Work instructions - Write out all the data verbatim. Skip images.

Stored data entries:
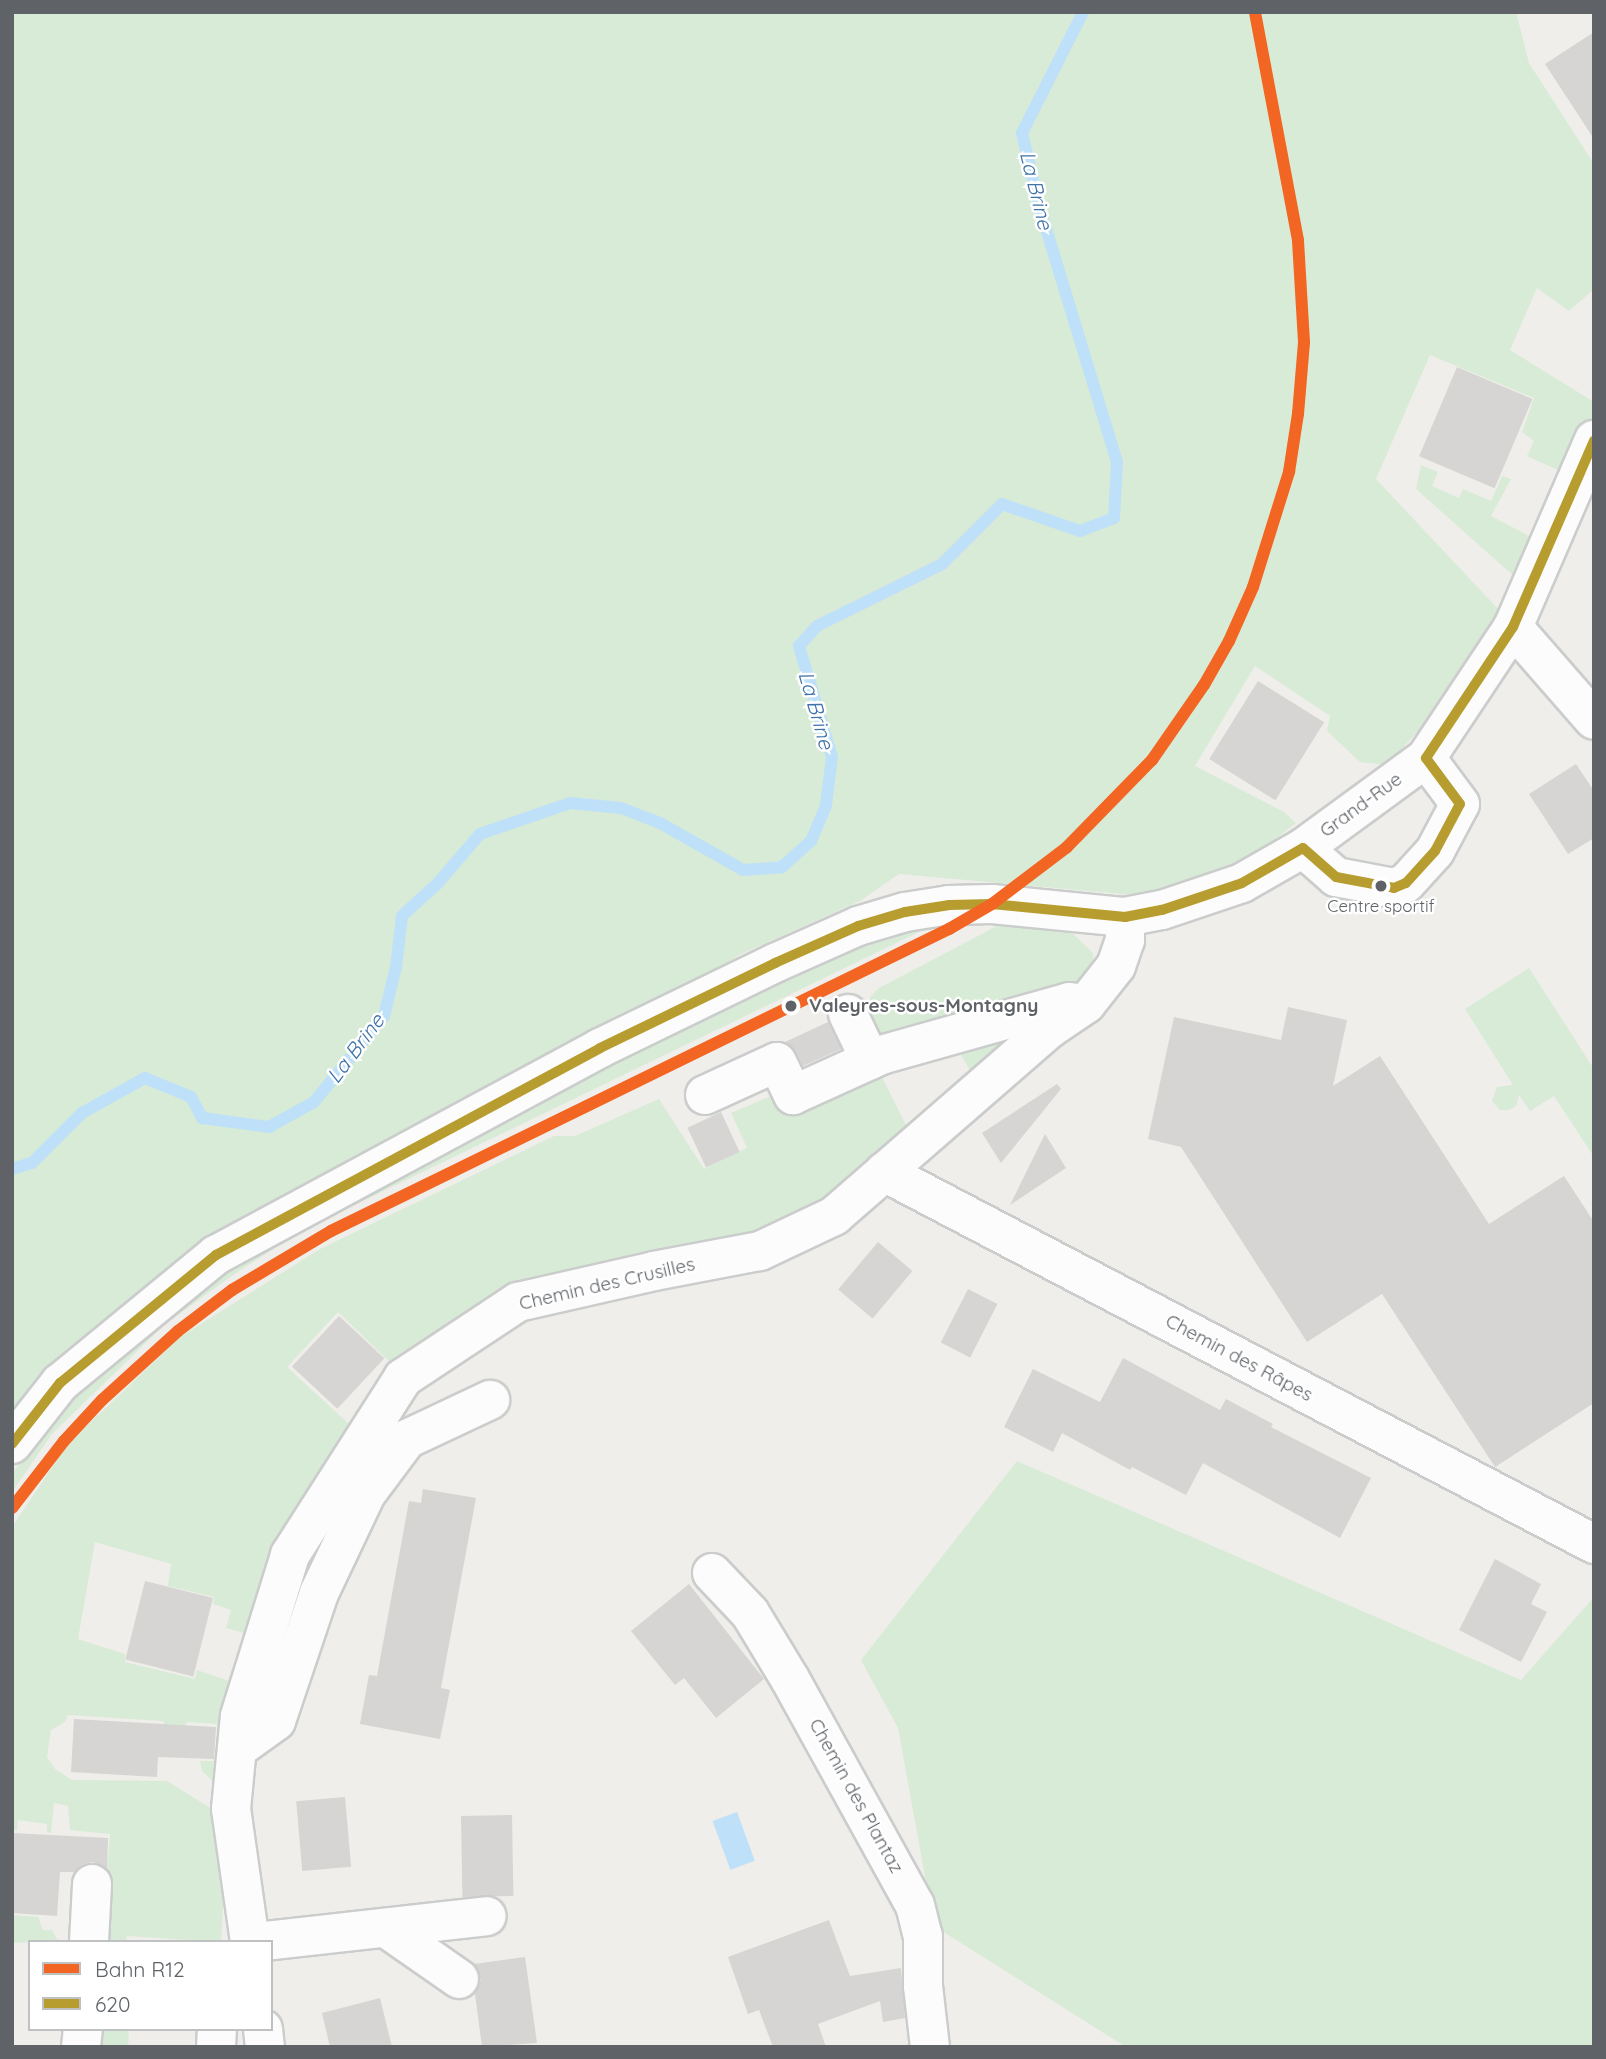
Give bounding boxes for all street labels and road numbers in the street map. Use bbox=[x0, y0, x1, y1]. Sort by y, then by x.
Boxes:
street label: Grand-Rue bbox=[1316, 768, 1406, 842]
street label: Chemin des Crusilles bbox=[517, 1253, 697, 1315]
street label: Chemin des Râpes bbox=[1162, 1310, 1316, 1406]
street label: Chemin des Plantaz bbox=[804, 1715, 908, 1877]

Solution to this problem -
Give bounding boxes for all street labels and road numbers in the street map. Use bbox=[x0, y0, x1, y1]. Sort by y, then by x.
Boxes:
street label: Grand-Rue bbox=[1316, 768, 1406, 842]
street label: Chemin des Crusilles bbox=[517, 1253, 697, 1315]
street label: Chemin des Râpes bbox=[1162, 1310, 1316, 1406]
street label: Chemin des Plantaz bbox=[804, 1715, 908, 1877]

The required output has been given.